Na juventude acreditara que as guerras eram oportunidades para se forjarem heróis, que voltavam dos campos de batalha com o peito coberto de medalhas para valsar, garbosamente, nos elegantes salões de Viena. Todavia, Bertha conhecia, agora, toda a miséria e a imundície, física e moral, que essa insânia causava. Exercia então intensa atividade, quer como enfermeira, cuidando de soldados feridos, quer como auxiliar na cantina local ou até mesmo como uma espécie de psicóloga, consolando mães e viúvas pela perda de filhos e maridos em batalhas ferozes e inglórias. Passou a odiar os políticos e generais, que mandavam jovens saudáveis e promissores para a morte apenas para satisfazer ambições e caprichos pessoais. Revoltava-se, sobretudo, com a própria impotência, por não poder fazer nada para deter e impedir tamanha insânia e estupidez.

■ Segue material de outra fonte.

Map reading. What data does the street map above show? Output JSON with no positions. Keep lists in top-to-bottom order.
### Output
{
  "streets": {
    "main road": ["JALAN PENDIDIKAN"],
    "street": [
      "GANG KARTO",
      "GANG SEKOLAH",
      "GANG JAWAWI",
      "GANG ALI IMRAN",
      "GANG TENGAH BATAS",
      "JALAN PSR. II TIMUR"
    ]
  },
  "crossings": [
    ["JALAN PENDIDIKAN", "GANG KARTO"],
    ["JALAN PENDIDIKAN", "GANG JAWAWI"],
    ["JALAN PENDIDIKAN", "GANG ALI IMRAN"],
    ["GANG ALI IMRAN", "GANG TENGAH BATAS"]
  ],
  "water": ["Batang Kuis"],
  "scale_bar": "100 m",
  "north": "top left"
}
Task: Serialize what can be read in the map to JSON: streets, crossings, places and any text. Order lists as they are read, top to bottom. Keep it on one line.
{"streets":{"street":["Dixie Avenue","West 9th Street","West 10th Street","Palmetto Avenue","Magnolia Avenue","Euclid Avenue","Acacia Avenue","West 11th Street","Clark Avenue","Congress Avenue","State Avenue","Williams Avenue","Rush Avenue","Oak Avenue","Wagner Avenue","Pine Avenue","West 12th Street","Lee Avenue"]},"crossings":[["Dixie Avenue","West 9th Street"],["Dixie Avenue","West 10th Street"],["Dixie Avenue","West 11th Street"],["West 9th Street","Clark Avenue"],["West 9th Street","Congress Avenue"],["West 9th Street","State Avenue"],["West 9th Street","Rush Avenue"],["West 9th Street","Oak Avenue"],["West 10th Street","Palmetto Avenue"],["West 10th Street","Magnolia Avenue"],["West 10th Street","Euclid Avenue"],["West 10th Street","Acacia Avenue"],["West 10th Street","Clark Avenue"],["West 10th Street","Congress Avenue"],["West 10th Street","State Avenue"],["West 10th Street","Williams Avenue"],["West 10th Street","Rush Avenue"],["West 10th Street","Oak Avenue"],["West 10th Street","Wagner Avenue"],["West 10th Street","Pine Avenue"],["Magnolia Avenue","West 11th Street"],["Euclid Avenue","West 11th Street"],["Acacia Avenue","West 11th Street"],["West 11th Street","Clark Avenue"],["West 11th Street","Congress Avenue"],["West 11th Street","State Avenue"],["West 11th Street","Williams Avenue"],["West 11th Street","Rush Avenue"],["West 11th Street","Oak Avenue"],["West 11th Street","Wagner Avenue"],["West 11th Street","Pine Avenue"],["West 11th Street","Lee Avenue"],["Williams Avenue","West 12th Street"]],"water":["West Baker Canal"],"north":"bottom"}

Com a guerra, porém, Arthur obteve inesperada oportunidade profissional, que agarrou com as duas mãos. Passou a escrever uma série de artigos para jornais de Viena, com relatos das batalhas, que se transformaram numa sensação na capital austríaca, por serem detalhados e muito bem escritos. Com o correr dos anos e o fim do conflito armado, ele voltou-se para a literatura e tornou-se escritor de sucesso. E ela, influenciada e incentivada por Arthur, decidiu, também, incursionar pelo mundo das letras. A princípio, escreveu um ensaio de cunho pacifista. Mas, temendo ser barrada pelos jornais, por causa do preconceito contra as mulheres, assinou o texto com o pseudônimo de “B. Oulot” e remeteu-o ao “Presse”, de Viena. Foi uma sensação. O sucesso foi estrondoso e imediato.
Em resumo, na passagem pelo Cáucaso, o casal Von Suttner superou suas dificuldades financeiras e encontrou seu caminho na vida. Marido e mulher tornaram-se escritores. E a dupla escreveu – em parceria ou individualmente – seis romances, todos bem-sucedidos, além de grande quantidade de artigos. Ambos tornaram-se respeitados e admirados literatos, no restrito e tão complicado mundo das letras. E, o que é melhor. Em 1885 os pais de Arthur perdoaram a fuga do casal. Foram mais longe: ofereceram-lhe um apartamento permanente em seu castelo de Viena, pondo fim, dessa forma, ao longo exílio que ambos haviam se auto-imposto como preço para poderem se casar. Foi assim que Bertha se tornou a “Baronesa Von Suttner”. Foi, como se vê, o triunfo do amor sobre o preconceito de classe.